This is part of a running series for #IWD2021. We sat down with women leaders across the industry for a Q&A to get their insights on the state of women in cybersecurity. Recognize Women Leaders in the 2021 Tech Ascension Awards.
Poornima DeBolle, Co-founder and Chief Product Officer, Menlo Security:
How has the women workforce in cyber security evolved over recent years? Where is it heading?
A decade ago, security was about connecting and accessing good/bad content. The industry was much more product oriented and security know-how was focused on network and application stack rather than familiarity with the threat landscape. In recent years, with the rise of financially motivated and nation state cyber adversaries, the market has shifted to focus more on threat research and intricate knowledge of the adversaries. With this shift, and the predominance of men in the threat research community, women have lost ground in cybersecurity. Where we previously saw a product approach to security, I expect the next generation of security leaders will be those who know what China, Russia, or other nation-state actors are up to on a daily basis.
What advice would you give to young women looking to enter into cyber security?
When I talk to women looking to enter the field of cyber security, I point them to three key considerations for success:
Recognize that women empowerment can come from both men and women. I wouldn’t be where I am without my husband’s support. Men - whether they are your partner, colleague or mentor - can be strong advocates in progressing your agenda, so partner with them.
Don’t be afraid to ask questions and speak your mind. There’s no such thing as a stupid question, so don’t stay silent. Voice your questions and participate in the discussion.
Be confident, focus on the content and get the message right. Once you have the engagement from your audience, delve into the details and bring them along.
How can we get more women involved in cyber security?
At the end of the day, getting women involved in cybersecurity is a pipeline problem, which means you have to catch it early in the cycle.

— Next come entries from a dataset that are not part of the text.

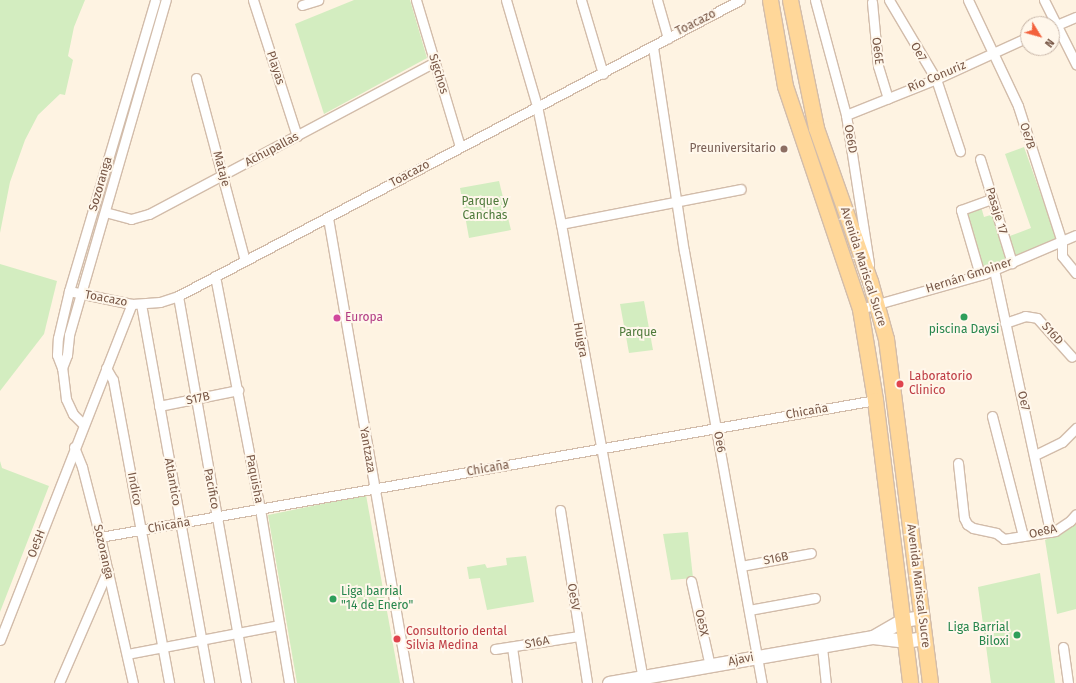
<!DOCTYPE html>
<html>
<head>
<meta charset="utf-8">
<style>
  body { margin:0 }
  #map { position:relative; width:1076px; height:683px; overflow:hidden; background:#fef3e2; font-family:"Fira Sans",sans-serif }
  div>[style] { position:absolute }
  .green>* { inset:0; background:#d3edc0 }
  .roads { filter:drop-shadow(1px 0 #d2bcaa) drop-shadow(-1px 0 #d2bcaa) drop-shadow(0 1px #d2bcaa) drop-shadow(0 -1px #d2bcaa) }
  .street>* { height:9px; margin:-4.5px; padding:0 4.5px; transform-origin:4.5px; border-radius:4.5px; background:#fff }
  .secondary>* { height:13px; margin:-6.5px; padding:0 6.5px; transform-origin:6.5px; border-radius:6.5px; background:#fff }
  .primary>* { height:15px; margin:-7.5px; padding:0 7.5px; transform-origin:7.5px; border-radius:7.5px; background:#ffd799 }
  .dots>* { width:11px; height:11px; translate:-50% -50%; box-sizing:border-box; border:2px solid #fff7eb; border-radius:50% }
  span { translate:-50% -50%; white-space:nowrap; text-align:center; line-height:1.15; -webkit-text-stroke:4px #fff7eb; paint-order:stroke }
  .street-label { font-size:12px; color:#785746 }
  .education-label { font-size:12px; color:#785e54 }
  .right { translate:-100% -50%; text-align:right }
  .park-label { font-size:12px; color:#4e7a3b }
  .hotel-label { font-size:12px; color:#b23c85 }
  .left { translate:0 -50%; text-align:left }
  .leisure-label { font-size:12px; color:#27864d }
  .health-label { font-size:12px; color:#be3a42 }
  .north { position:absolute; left:1020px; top:16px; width:40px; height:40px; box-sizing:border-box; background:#fff7eb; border:1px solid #c9b7a9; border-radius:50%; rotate:127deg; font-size:11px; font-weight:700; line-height:16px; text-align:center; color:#785746 }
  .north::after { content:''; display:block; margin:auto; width:14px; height:18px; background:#f3623d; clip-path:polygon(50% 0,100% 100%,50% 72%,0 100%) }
</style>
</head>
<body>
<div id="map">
  <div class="green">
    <div style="clip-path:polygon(0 0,85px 0,74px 27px,68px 56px,73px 60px,65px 95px,60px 94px,38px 115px,25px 140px,10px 182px,0 233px)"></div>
    <div style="clip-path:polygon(354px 0,410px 0,427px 58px,324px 114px,295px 24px)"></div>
    <div style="clip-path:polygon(1024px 147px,1057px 240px,1014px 256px,1007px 237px,1031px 228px,1005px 154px)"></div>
    <div style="clip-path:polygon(499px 181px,511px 230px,469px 238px,460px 188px)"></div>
    <div style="clip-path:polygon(980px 203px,984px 217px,994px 214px,1008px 261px,981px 269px,963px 209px)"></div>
    <div style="clip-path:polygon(0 264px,57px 281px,44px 334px,0 391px)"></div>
    <div style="clip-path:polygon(644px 301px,653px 350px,629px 353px,620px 304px)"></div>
    <div style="clip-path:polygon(0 461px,2px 468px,49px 486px,0 612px)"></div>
    <div style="clip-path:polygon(366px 495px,400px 683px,297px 683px,268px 515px)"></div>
    <div style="clip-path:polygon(1076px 518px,1076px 609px,1057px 614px,1045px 540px,1063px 532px)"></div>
    <div style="clip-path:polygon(688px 532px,693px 578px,671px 580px,663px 534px)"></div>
    <div style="clip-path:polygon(526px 556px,534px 602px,487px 610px,480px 578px,469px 579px,467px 567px,485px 564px,487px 568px,507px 565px,506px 558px)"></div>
    <div style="clip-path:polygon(1040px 573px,1055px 683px,991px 683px,978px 587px)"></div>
  </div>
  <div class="roads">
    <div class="street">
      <div style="left:253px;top:0;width:143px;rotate:72.1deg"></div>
      <div style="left:416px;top:0;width:153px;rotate:73.3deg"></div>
      <div style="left:506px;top:0;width:110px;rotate:73.7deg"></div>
      <div style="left:537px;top:106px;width:120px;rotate:78.5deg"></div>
      <div style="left:561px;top:224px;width:465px;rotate:79.8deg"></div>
      <div style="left:581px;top:0;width:77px;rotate:73.4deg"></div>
      <div style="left:657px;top:0;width:40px;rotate:74deg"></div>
      <div style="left:815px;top:0;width:119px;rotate:74.9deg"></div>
      <div style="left:846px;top:115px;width:151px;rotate:81.2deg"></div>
      <div style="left:889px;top:0;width:92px;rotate:59.3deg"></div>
      <div style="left:936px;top:79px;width:76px;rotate:71.6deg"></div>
      <div style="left:968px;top:0;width:117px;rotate:64.7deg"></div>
      <div style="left:1018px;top:106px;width:143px;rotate:72.1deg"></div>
      <div style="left:1062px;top:242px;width:14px;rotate:90deg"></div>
      <div style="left:1062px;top:256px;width:22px;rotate:51deg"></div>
      <div style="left:1044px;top:0;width:72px;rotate:63.4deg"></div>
      <div style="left:872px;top:2px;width:64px;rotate:84.6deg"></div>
      <div style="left:878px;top:66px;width:34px;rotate:73deg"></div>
      <div style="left:302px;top:5px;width:17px;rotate:-17deg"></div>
      <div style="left:1052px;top:27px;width:26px;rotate:-23deg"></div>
      <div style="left:653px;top:47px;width:206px;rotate:81.4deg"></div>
      <div style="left:684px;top:251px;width:439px;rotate:79.8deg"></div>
      <div style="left:196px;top:78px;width:189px;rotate:75deg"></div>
      <div style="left:846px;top:115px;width:97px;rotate:-21.8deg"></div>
      <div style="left:936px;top:79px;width:101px;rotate:-24.5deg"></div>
      <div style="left:980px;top:159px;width:109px;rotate:72.9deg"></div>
      <div style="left:105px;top:212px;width:27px;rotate:15deg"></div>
      <div style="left:131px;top:219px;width:19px;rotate:-16deg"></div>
      <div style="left:149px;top:214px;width:324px;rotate:-28deg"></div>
      <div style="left:328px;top:218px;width:472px;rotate:80.2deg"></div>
      <div style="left:561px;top:224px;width:183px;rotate:-11deg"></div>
      <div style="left:994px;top:270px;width:268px;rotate:77.9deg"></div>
      <div style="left:980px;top:275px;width:68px;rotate:-106.3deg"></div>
      <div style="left:961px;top:210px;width:33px;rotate:-20deg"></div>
      <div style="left:215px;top:276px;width:237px;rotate:79.1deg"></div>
      <div style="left:260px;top:509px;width:176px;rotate:80.5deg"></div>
      <div style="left:69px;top:291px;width:64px;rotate:11.7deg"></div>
      <div style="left:132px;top:304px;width:28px;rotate:-4deg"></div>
      <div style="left:160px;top:302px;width:19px;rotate:-18deg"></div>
      <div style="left:178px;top:296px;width:635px;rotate:-27.78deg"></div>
      <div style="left:178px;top:296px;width:393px;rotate:80deg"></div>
      <div style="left:141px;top:304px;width:385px;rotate:79.8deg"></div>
      <div style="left:860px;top:309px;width:129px;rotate:-15.8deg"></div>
      <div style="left:984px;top:274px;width:100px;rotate:-23deg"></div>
      <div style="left:1005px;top:323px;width:21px;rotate:-19deg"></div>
      <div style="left:1025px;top:316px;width:12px;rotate:9deg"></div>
      <div style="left:1037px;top:318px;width:52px;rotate:48.1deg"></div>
      <div style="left:62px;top:368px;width:14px;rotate:-69deg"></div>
      <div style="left:67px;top:355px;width:20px;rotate:-84deg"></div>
      <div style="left:69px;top:335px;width:349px;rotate:-73.9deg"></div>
      <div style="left:106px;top:368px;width:14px;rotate:60deg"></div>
      <div style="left:113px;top:380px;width:308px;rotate:79.5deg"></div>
      <div style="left:159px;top:406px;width:81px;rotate:-11.4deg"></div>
      <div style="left:992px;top:416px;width:124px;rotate:75.5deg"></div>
      <div style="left:83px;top:424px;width:14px;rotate:-135deg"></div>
      <div style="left:73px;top:414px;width:17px;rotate:-115deg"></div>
      <div style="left:66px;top:399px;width:31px;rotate:-97deg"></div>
      <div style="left:62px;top:368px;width:14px;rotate:-111deg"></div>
      <div style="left:57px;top:355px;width:17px;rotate:-87deg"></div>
      <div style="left:58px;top:338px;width:48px;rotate:-76.8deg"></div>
      <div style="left:69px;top:291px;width:303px;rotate:-73.5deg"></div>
      <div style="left:74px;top:447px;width:22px;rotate:68deg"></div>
      <div style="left:82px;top:467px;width:72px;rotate:75.6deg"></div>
      <div style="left:100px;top:537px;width:150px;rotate:77.3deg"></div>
      <div style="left:1035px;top:455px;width:30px;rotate:-26deg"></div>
      <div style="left:1062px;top:442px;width:20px;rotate:-45deg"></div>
      <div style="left:958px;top:463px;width:55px;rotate:83.8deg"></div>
      <div style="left:964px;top:518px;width:7px;rotate:63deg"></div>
      <div style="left:967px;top:524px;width:7px;rotate:34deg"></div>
      <div style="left:973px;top:528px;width:24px;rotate:12deg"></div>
      <div style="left:996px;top:533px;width:10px;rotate:37deg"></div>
      <div style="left:1004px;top:539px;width:52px;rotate:-8.9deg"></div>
      <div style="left:1055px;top:531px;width:18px;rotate:-34deg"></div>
      <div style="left:1070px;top:521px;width:9px;rotate:-49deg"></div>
      <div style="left:560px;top:510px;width:175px;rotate:81.1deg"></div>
      <div style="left:100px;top:537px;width:787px;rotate:-10.02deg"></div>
      <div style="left:741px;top:566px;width:71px;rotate:-10.5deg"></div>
      <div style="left:691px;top:581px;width:87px;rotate:77.4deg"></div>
      <div style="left:749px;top:610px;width:67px;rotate:-10.3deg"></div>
      <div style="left:0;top:640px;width:361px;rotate:-68.6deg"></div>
      <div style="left:512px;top:647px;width:36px;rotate:82deg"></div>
      <div style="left:822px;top:647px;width:36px;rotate:84deg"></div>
      <div style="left:1063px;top:647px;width:36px;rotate:82deg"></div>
      <div style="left:495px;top:649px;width:85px;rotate:-8.8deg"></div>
      <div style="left:127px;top:654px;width:155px;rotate:-10.8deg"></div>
      <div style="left:59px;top:683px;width:123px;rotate:-66.6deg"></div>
    </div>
    <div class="secondary">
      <div style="left:873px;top:637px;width:34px;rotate:-30deg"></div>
      <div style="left:903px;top:620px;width:19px;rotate:-9deg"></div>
      <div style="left:609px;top:683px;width:268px;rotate:-9.9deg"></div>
      <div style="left:873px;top:637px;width:32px;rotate:7deg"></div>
      <div style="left:905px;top:641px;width:19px;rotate:-9deg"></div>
    </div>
    <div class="primary">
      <div style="left:770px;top:0;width:87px;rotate:80.1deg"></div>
      <div style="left:785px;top:86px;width:235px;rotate:71.4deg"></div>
      <div style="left:860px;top:309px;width:92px;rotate:80.6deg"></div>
      <div style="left:875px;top:400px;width:285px;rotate:82.9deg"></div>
      <div style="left:790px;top:0;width:131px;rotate:78.5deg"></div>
      <div style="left:816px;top:128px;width:162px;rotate:70.6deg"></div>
      <div style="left:870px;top:281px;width:60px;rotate:74.6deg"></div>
      <div style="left:886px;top:339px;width:347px;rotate:82.7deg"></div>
    </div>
  </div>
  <div class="dots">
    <div style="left:784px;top:149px;background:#8d6e63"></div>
    <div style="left:964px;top:317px;background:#2e9e5b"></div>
    <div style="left:337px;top:318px;background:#d1479c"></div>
    <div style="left:900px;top:384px;background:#e0444e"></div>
    <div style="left:333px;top:599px;background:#2e9e5b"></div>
    <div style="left:1017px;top:635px;background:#2e9e5b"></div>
    <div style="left:397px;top:639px;background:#e0444e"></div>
  </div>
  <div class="street-label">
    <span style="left:696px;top:23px;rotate:-27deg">Toacazo</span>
    <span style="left:877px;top:51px;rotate:83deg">Oe6E</span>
    <span style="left:918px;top:52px;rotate:61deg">Oe7</span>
    <span style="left:275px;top:68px;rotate:72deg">Playas</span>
    <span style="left:438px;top:74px;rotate:73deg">Sigchos</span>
    <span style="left:937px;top:77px;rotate:-23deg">Río Conuriz</span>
    <span style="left:1027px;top:136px;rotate:73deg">Oe7B</span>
    <span style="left:850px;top:139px;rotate:80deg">Oe6D</span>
    <span style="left:272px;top:150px;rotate:-28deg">Achupallas</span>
    <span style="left:221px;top:169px;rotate:75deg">Mataje</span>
    <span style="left:410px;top:174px;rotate:-28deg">Toacazo</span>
    <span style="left:101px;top:184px;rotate:-74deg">Sozoranga</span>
    <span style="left:996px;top:211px;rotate:73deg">Pasaje 17</span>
    <span style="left:863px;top:267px;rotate:72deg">Avenida Mariscal Sucre</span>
    <span style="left:969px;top:276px;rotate:-18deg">Hernán Gmoiner</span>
    <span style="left:106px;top:299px;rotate:11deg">Toacazo</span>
    <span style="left:1052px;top:334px;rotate:48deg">S16D</span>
    <span style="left:580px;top:340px;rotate:80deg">Huigra</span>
    <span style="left:198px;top:399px;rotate:-12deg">S17B</span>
    <span style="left:1023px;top:401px;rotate:77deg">Oe7</span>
    <span style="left:807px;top:412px;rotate:-10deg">Chicaña</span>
    <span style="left:719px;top:442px;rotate:80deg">Oe6</span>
    <span style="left:367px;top:450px;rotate:80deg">Yantzaza</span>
    <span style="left:488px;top:469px;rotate:-10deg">Chicaña</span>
    <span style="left:254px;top:479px;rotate:79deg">Paquisha</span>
    <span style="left:172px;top:482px;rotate:80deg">Atlantico</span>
    <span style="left:134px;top:489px;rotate:79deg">Indico</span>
    <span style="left:211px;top:489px;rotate:79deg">Pacifico</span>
    <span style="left:169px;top:526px;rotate:-10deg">Chicaña</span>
    <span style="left:1043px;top:532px;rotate:-13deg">Oe8A</span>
    <span style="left:37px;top:544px;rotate:-69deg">Oe5H</span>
    <span style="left:103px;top:552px;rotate:77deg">Sozoranga</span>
    <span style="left:776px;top:559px;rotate:-11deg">S16B</span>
    <span style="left:918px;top:586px;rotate:83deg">Avenida Mariscal Sucre</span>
    <span style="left:573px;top:597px;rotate:81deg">Oe5V</span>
    <span style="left:701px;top:623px;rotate:78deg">Oe5X</span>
    <span style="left:537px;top:643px;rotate:-10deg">S16A</span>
    <span style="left:741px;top:660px;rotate:-11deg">Ajavi</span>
  </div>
  <div class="education-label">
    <span class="right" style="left:776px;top:149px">Preuniversitario</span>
  </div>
  <div class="park-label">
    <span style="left:485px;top:209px">Parque y<br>Canchas</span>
    <span style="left:638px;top:333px">Parque</span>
  </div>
  <div class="hotel-label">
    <span class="left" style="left:345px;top:318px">Europa</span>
  </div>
  <div class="leisure-label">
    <span style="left:964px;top:330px">piscina Daysi</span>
    <span class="left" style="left:341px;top:599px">Liga barrial<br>"14 de Enero"</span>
    <span class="right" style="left:1009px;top:635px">Liga Barrial<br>Biloxi</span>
  </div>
  <div class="health-label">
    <span class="left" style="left:909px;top:384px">Laboratorio<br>Clinico</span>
    <span class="left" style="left:406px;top:639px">Consultorio dental<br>Silvia Medina</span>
  </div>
  <div class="north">N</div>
</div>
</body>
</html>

Growing up in India with a woman Prime Minister, I internalized that men and women can both be Prime Ministers - that was a powerful image for thousands of young girls. There is a clear psychological impact of having women leaders that mitigates the "imposter syndrome" that women often encounter in cybersecurity and engineering in general. The bottom line is that girls need strong women role models growing up and throughout their career to show them the glass ceiling can be broken and encourage them to reach even further.
Once you get to a certain level of seniority within the security industry, there’s almost no female representation, especially in engineering and product management, and nearly 99% of the time I’m the only woman in my meetings. There are probably women who are on the cusp of being ready for leadership, but how do you mentor them to bring them to the next level? The key is recognizing that cultural change starts from the top and implementing programs that provide a platform for underrepresented voices.